Working data =>
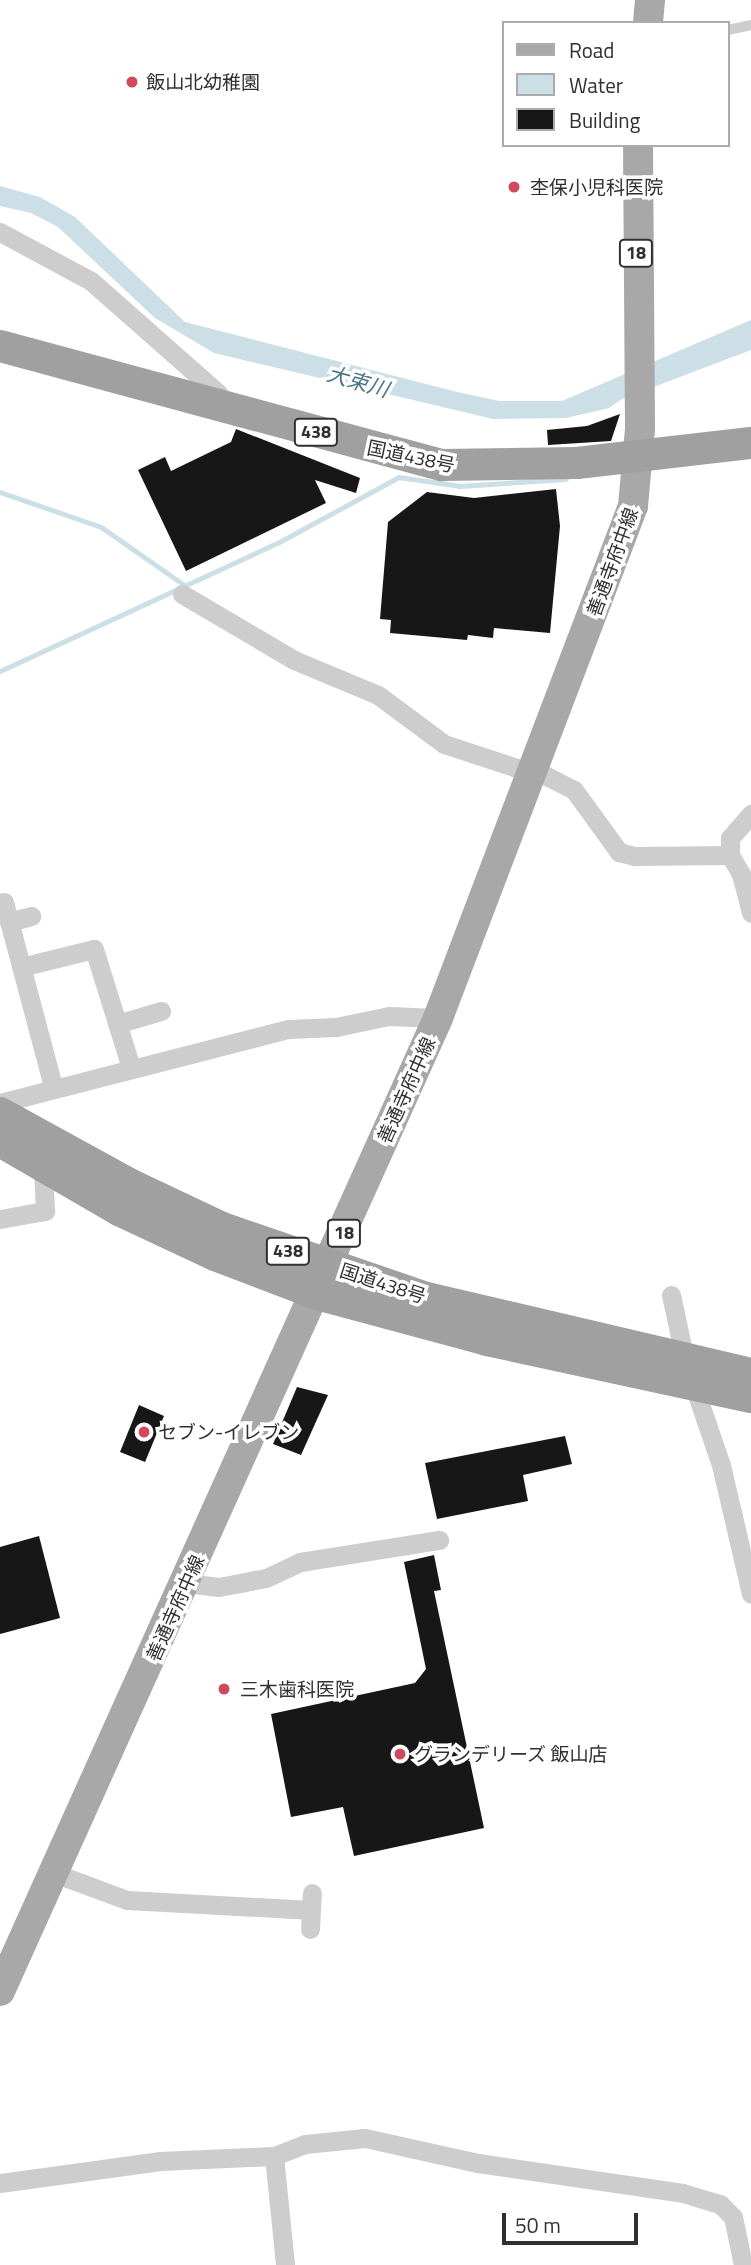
<!DOCTYPE html>
<meta charset="utf-8">
<style>
body{margin:0}
#map{position:relative;width:751px;height:2265px;overflow:hidden;background:#fff;font-family:"Titillium Web","Noto Sans JP",sans-serif}
div>[style]{position:absolute}
.water>*{inset:0;background:#ccdfe7}
.stream>*{height:5px;margin:-2.5px;padding:0 2.5px;transform-origin:2.5px;border-radius:2.5px;background:#ccdfe7}
.building>*{inset:0;background:#171717}
.service>*{height:10px;margin:-5px;padding:0 5px;transform-origin:5px;border-radius:5px;background:#cdcdcd}
.minor>*{height:19px;margin:-9.5px;padding:0 9.5px;transform-origin:9.5px;border-radius:9.5px;background:#cdcdcd}
.primary>*{height:30px;margin:-15px;padding:0 15px;transform-origin:15px;border-radius:15px;background:#a8a8a8}
.trunk>*{height:32px;margin:-16px;padding:0 16px;transform-origin:16px;border-radius:16px;background:#a0a0a0}
.dots>*{width:19px;height:19px;translate:-50% -50%;box-sizing:border-box;border:4px solid #fff;border-radius:50%}
span{translate:-50% -50%;white-space:nowrap;text-align:center;line-height:1.15;-webkit-text-stroke:7px #fff;paint-order:stroke}
.shield-label span{padding:2px 5px;background:#fff;border:2px solid;border-radius:5px;-webkit-text-stroke-width:0}
.shield-label{font-size:18px;color:#303030;font-weight:700}
.poi-label{font-size:19px;color:#303030}
.left{translate:0 -50%;text-align:left}
.street-label{font-size:19px;color:#303030}
.water-label{font-size:21px;color:#477589;font-style:italic}
.legend{position:absolute;left:502px;top:21px;width:228px;height:126px;box-sizing:border-box;background:#fff;border:2px solid #acacac;margin:0;padding:9px 12px;list-style:none;font-size:21px;color:#303030}
.legend li{display:flex;align-items:center;gap:14px;height:35px}
.legend b{width:35px;border:2px solid #acacac}
.scale{position:absolute;left:502px;top:2213px;width:136px;height:32px;box-sizing:border-box;border:4px solid #303030;border-top:0;padding-left:9px;font-size:21px;line-height:24px;white-space:nowrap;color:#303030;-webkit-text-stroke:5px #fff;paint-order:stroke}
</style>
<div id="map">
<div class="water">
<div style="clip-path:polygon(0 186px,40px 197px,75px 217px,185px 322px,457px 392px,499px 401px,562px 401px,751px 320px,751px 350px,622px 399px,609px 408px,566px 418px,493px 419px,468px 413px,214px 353px,155px 318px,58px 227px,31px 213px,0 206px)"></div>
</div>
<div class="stream">
<div style="left:0;top:492px;width:107px;rotate:19.1deg"></div>
<div style="left:101px;top:527px;width:101px;rotate:34.9deg"></div>
<div style="left:0;top:671px;width:310px;rotate:-24.8deg"></div>
<div style="left:281px;top:541px;width:134px;rotate:-28.5deg"></div>
<div style="left:399px;top:477px;width:62px;rotate:8.4deg"></div>
<div style="left:460px;top:486px;width:106px;rotate:-3.8deg"></div>
</div>
<div class="building">
<div style="clip-path:polygon(620px 414px,611px 441px,548px 445px,547px 430px,587px 426px)"></div>
<div style="clip-path:polygon(236px 429px,360px 478px,356px 493px,315px 480px,326px 503px,186px 571px,138px 470px,165px 457px,171px 471px,231px 442px)"></div>
<div style="clip-path:polygon(556px 489px,560px 526px,550px 633px,494px 628px,493px 638px,468px 635px,467px 640px,390px 633px,391px 620px,380px 619px,388px 522px,427px 492px,474px 498px)"></div>
<div style="clip-path:polygon(297px 1387px,328px 1395px,301px 1455px,273px 1444px)"></div>
<div style="clip-path:polygon(139px 1405px,164px 1416px,145px 1462px,120px 1452px)"></div>
<div style="clip-path:polygon(565px 1436px,572px 1464px,523px 1475px,528px 1501px,437px 1519px,425px 1463px)"></div>
<div style="clip-path:polygon(39px 1536px,60px 1618px,0 1634px,0 1547px)"></div>
<div style="clip-path:polygon(434px 1555px,441px 1590px,434px 1591px,484px 1828px,354px 1856px,343px 1807px,291px 1817px,271px 1714px,415px 1683px,426px 1669px,404px 1562px)"></div>
</div>
<div class="service">
<div style="left:728px;top:30px;width:24px;rotate:-12deg"></div>
</div>
<div class="minor">
<div style="left:0;top:232px;width:103px;rotate:28.3deg"></div>
<div style="left:91px;top:281px;width:169px;rotate:41.4deg"></div>
<div style="left:218px;top:393px;width:15px;rotate:70deg"></div>
<div style="left:182px;top:594px;width:130px;rotate:30.5deg"></div>
<div style="left:294px;top:660px;width:91px;rotate:22.6deg"></div>
<div style="left:378px;top:695px;width:82px;rotate:36.6deg"></div>
<div style="left:444px;top:744px;width:89px;rotate:18.2deg"></div>
<div style="left:531px;top:768px;width:48px;rotate:27.1deg"></div>
<div style="left:574px;top:790px;width:77px;rotate:54deg"></div>
<div style="left:619px;top:852px;width:16px;rotate:15deg"></div>
<div style="left:634px;top:856px;width:96px;rotate:-0.6deg"></div>
<div style="left:730px;top:855px;width:22px;rotate:60deg"></div>
<div style="left:741px;top:874px;width:40px;rotate:75.6deg"></div>
<div style="left:730px;top:855px;width:17px;rotate:-90deg"></div>
<div style="left:730px;top:838px;width:32px;rotate:-49deg"></div>
<div style="left:4px;top:902px;width:190px;rotate:75.1deg"></div>
<div style="left:9px;top:922px;width:23px;rotate:-15deg"></div>
<div style="left:21px;top:967px;width:75px;rotate:-13.9deg"></div>
<div style="left:94px;top:949px;width:125px;rotate:72.7deg"></div>
<div style="left:117px;top:1024px;width:46px;rotate:-16.5deg"></div>
<div style="left:0;top:1103px;width:298px;rotate:-14.4deg"></div>
<div style="left:289px;top:1029px;width:47px;rotate:-2.4deg"></div>
<div style="left:336px;top:1027px;width:54px;rotate:-11.7deg"></div>
<div style="left:389px;top:1016px;width:49px;rotate:2.3deg"></div>
<div style="left:0;top:1219px;width:46px;rotate:-10.1deg"></div>
<div style="left:45px;top:1211px;width:43px;rotate:-92.7deg"></div>
<div style="left:671px;top:1295px;width:66px;rotate:77.8deg"></div>
<div style="left:685px;top:1360px;width:111px;rotate:71.1deg"></div>
<div style="left:721px;top:1465px;width:132px;rotate:76.9deg"></div>
<div style="left:186px;top:1583px;width:33px;rotate:7deg"></div>
<div style="left:219px;top:1587px;width:48px;rotate:-10.8deg"></div>
<div style="left:266px;top:1578px;width:38px;rotate:-25deg"></div>
<div style="left:300px;top:1562px;width:141px;rotate:-9deg"></div>
<div style="left:54px;top:1873px;width:78px;rotate:20.3deg"></div>
<div style="left:127px;top:1900px;width:184px;rotate:3.1deg"></div>
<div style="left:310px;top:1929px;width:36px;rotate:-87deg"></div>
<div style="left:274px;top:2156px;width:110px;rotate:84.2deg"></div>
<div style="left:0;top:2183px;width:162px;rotate:-7.8deg"></div>
<div style="left:160px;top:2161px;width:114px;rotate:-2.5deg"></div>
<div style="left:274px;top:2156px;width:33px;rotate:-21deg"></div>
<div style="left:305px;top:2144px;width:60px;rotate:-5.7deg"></div>
<div style="left:365px;top:2138px;width:116px;rotate:12.5deg"></div>
<div style="left:478px;top:2163px;width:207px;rotate:8.3deg"></div>
<div style="left:683px;top:2193px;width:39px;rotate:17deg"></div>
<div style="left:720px;top:2204px;width:18px;rotate:45deg"></div>
<div style="left:733px;top:2217px;width:49px;rotate:78.2deg"></div>
</div>
<div class="primary">
<div style="left:648px;top:23px;width:23px;rotate:-85deg"></div>
<div style="left:0;top:1991px;width:1067px;rotate:-65.76deg"></div>
<div style="left:438px;top:1018px;width:548px;rotate:-69.15deg"></div>
<div style="left:633px;top:506px;width:77px;rotate:-84.8deg"></div>
<div style="left:640px;top:429px;width:284px;rotate:-90.4deg"></div>
</div>
<div class="trunk">
<div style="left:0;top:346px;width:458px;rotate:15.1deg"></div>
<div style="left:442px;top:465px;width:135px;rotate:-0.8deg"></div>
<div style="left:577px;top:463px;width:175px;rotate:-6.6deg"></div>
<div style="left:0;top:1113px;width:147px;rotate:28.8deg"></div>
<div style="left:129px;top:1184px;width:103px;rotate:25.3deg"></div>
<div style="left:222px;top:1228px;width:217px;rotate:18.9deg"></div>
<div style="left:427px;top:1298px;width:333px;rotate:13.2deg"></div>
<div style="left:0;top:1141px;width:138px;rotate:30.1deg"></div>
<div style="left:119px;top:1210px;width:106px;rotate:25.1deg"></div>
<div style="left:215px;top:1255px;width:109px;rotate:20.9deg"></div>
<div style="left:317px;top:1294px;width:176px;rotate:15.1deg"></div>
<div style="left:487px;top:1340px;width:270px;rotate:12.2deg"></div>
</div>
<div class="dots">
<div style="left:132px;top:82px;background:#d1495e"></div>
<div style="left:514px;top:187px;background:#d1495e"></div>
<div style="left:144px;top:1432px;background:#d1495e"></div>
<div style="left:224px;top:1689px;background:#d1495e"></div>
<div style="left:400px;top:1754px;background:#d1495e"></div>
</div>
<div class="shield-label">
<span style="left:636px;top:253px">18</span>
<span style="left:316px;top:432px">438</span>
<span style="left:344px;top:1233px">18</span>
<span style="left:288px;top:1251px">438</span>
</div>
<div class="poi-label">
<span class="left" style="left:146px;top:82px">飯山北幼稚園</span>
<span class="left" style="left:530px;top:187px">杢保小児科医院</span>
<span class="left" style="left:158px;top:1432px">セブン-イレブン</span>
<span class="left" style="left:240px;top:1689px">三木歯科医院</span>
<span class="left" style="left:414px;top:1754px">グランデリーズ 飯山店</span>
</div>
<div class="street-label">
<span style="left:411px;top:456px;rotate:12deg">国道438号</span>
<span style="left:612px;top:562px;rotate:-70deg">善通寺府中線</span>
<span style="left:406px;top:1090px;rotate:-66deg">善通寺府中線</span>
<span style="left:383px;top:1283px;rotate:18deg">国道438号</span>
<span style="left:175px;top:1608px;rotate:-66deg">善通寺府中線</span>
</div>
<div class="water-label">
<span style="left:358px;top:381px;rotate:16deg">大束川</span>
</div>
<ul class="legend">
<li><b style="height:9px;background:#a8a8a8"></b>Road</li>
<li><b style="height:19px;background:#ccdfe7"></b>Water</li>
<li><b style="height:19px;background:#171717"></b>Building</li>
</ul>
<div class="scale">50 m</div>
</div>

Goal of the exercise =>
Search the records for lines holding the word "acacac", then copy each line you find.

Result of the task =>
.legend{position:absolute;left:502px;top:21px;width:228px;height:126px;box-sizing:border-box;background:#fff;border:2px solid #acacac;margin:0;padding:9px 12px;list-style:none;font-size:21px;color:#303030}
.legend b{width:35px;border:2px solid #acacac}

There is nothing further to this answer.